Records shown section start
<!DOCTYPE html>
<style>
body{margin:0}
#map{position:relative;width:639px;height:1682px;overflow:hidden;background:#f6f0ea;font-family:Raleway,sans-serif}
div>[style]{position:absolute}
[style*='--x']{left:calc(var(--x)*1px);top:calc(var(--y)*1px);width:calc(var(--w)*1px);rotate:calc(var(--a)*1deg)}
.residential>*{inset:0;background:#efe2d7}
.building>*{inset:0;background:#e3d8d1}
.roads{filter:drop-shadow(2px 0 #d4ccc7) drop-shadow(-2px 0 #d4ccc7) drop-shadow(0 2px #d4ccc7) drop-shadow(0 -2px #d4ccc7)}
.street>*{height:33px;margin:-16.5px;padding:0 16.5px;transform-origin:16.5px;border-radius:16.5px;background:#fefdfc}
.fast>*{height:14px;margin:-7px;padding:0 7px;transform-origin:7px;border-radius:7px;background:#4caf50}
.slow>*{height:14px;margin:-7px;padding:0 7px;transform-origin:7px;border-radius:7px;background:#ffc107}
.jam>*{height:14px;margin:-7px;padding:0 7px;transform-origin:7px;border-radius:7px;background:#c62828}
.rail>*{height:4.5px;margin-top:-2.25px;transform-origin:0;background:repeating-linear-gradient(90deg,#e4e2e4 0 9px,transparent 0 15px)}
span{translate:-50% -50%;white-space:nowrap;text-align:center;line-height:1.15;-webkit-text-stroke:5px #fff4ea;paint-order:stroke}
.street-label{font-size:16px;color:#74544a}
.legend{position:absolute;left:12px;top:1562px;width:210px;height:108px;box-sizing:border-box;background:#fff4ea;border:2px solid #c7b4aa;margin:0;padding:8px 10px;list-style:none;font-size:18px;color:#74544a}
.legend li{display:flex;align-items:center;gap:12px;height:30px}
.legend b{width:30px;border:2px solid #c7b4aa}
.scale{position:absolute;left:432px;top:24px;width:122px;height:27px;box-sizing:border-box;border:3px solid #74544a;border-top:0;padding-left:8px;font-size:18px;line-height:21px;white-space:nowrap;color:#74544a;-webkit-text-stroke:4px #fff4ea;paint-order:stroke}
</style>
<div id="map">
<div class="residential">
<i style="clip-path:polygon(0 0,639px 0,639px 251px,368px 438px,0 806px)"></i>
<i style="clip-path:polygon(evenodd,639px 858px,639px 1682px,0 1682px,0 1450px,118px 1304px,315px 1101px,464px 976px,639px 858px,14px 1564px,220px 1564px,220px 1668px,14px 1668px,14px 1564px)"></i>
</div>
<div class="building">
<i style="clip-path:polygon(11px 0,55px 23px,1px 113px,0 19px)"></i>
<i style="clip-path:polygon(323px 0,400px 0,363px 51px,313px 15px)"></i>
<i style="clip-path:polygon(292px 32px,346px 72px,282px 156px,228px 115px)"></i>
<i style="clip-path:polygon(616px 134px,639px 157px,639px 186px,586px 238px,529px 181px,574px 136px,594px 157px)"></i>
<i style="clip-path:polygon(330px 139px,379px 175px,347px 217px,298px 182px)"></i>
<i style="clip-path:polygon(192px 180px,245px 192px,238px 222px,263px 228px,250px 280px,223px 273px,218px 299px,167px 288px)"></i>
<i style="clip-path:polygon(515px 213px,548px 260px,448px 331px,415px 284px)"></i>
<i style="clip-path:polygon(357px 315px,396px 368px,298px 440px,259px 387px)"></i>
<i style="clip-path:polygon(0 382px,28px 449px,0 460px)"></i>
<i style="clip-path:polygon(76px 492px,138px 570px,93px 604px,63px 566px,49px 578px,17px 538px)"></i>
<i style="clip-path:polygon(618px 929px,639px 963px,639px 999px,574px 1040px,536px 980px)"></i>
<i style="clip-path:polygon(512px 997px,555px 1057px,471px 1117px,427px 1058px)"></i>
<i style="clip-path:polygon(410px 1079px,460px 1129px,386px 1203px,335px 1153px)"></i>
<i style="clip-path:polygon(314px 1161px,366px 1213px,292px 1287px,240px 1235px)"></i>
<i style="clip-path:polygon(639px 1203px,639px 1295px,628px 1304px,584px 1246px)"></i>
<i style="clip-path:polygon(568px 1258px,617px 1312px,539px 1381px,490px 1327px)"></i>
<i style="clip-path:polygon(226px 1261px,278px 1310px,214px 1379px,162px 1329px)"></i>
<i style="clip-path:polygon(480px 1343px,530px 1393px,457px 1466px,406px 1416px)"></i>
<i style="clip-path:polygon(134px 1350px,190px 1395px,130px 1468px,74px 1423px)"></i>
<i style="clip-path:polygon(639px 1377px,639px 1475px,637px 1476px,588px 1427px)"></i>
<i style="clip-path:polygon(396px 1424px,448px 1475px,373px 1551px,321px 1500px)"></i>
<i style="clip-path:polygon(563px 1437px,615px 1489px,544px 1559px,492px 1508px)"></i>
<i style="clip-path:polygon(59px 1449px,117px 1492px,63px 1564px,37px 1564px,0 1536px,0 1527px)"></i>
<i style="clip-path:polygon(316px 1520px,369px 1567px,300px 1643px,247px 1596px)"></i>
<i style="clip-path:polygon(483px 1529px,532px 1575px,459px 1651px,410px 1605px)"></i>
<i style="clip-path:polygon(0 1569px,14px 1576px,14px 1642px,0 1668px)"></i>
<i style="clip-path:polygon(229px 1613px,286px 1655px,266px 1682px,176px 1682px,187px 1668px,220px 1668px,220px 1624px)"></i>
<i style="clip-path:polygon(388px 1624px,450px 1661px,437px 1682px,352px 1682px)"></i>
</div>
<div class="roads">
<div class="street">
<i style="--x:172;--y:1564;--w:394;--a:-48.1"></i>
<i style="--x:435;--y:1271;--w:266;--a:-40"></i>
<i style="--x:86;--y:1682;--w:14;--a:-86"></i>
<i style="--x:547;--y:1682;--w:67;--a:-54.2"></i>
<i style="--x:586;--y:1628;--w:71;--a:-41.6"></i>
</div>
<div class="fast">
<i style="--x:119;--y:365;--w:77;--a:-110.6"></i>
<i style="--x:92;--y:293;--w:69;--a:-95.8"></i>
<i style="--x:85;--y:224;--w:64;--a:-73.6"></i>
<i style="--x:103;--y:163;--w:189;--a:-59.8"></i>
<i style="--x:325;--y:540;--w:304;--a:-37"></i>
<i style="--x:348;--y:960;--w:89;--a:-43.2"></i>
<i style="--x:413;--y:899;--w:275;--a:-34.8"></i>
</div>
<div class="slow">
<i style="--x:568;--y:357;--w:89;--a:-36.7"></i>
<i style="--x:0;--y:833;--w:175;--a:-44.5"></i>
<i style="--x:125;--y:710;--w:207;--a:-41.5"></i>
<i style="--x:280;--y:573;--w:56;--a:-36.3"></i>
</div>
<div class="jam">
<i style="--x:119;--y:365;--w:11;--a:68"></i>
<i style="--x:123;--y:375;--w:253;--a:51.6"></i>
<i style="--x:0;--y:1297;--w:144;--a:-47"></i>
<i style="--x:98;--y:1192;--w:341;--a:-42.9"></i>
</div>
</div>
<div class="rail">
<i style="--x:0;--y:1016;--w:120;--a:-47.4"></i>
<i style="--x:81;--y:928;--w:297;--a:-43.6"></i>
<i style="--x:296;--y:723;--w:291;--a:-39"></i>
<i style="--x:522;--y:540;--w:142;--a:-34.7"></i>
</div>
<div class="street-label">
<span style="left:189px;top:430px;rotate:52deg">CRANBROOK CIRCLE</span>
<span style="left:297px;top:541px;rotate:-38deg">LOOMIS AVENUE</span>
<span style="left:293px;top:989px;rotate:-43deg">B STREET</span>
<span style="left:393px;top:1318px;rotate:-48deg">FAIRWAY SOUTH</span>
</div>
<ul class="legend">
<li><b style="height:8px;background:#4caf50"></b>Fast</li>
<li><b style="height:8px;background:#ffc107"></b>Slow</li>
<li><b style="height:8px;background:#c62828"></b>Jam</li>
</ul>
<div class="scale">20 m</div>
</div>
Records shown section end
Instructions for the task:
Up to and including the line that contains "0 #d4ccc7) drop-shadow(-2px", restate word for word every line of the entries, starting from the first.

Exercise result:
<!DOCTYPE html>
<style>
body{margin:0}
#map{position:relative;width:639px;height:1682px;overflow:hidden;background:#f6f0ea;font-family:Raleway,sans-serif}
div>[style]{position:absolute}
[style*='--x']{left:calc(var(--x)*1px);top:calc(var(--y)*1px);width:calc(var(--w)*1px);rotate:calc(var(--a)*1deg)}
.residential>*{inset:0;background:#efe2d7}
.building>*{inset:0;background:#e3d8d1}
.roads{filter:drop-shadow(2px 0 #d4ccc7) drop-shadow(-2px 0 #d4ccc7) drop-shadow(0 2px #d4ccc7) drop-shadow(0 -2px #d4ccc7)}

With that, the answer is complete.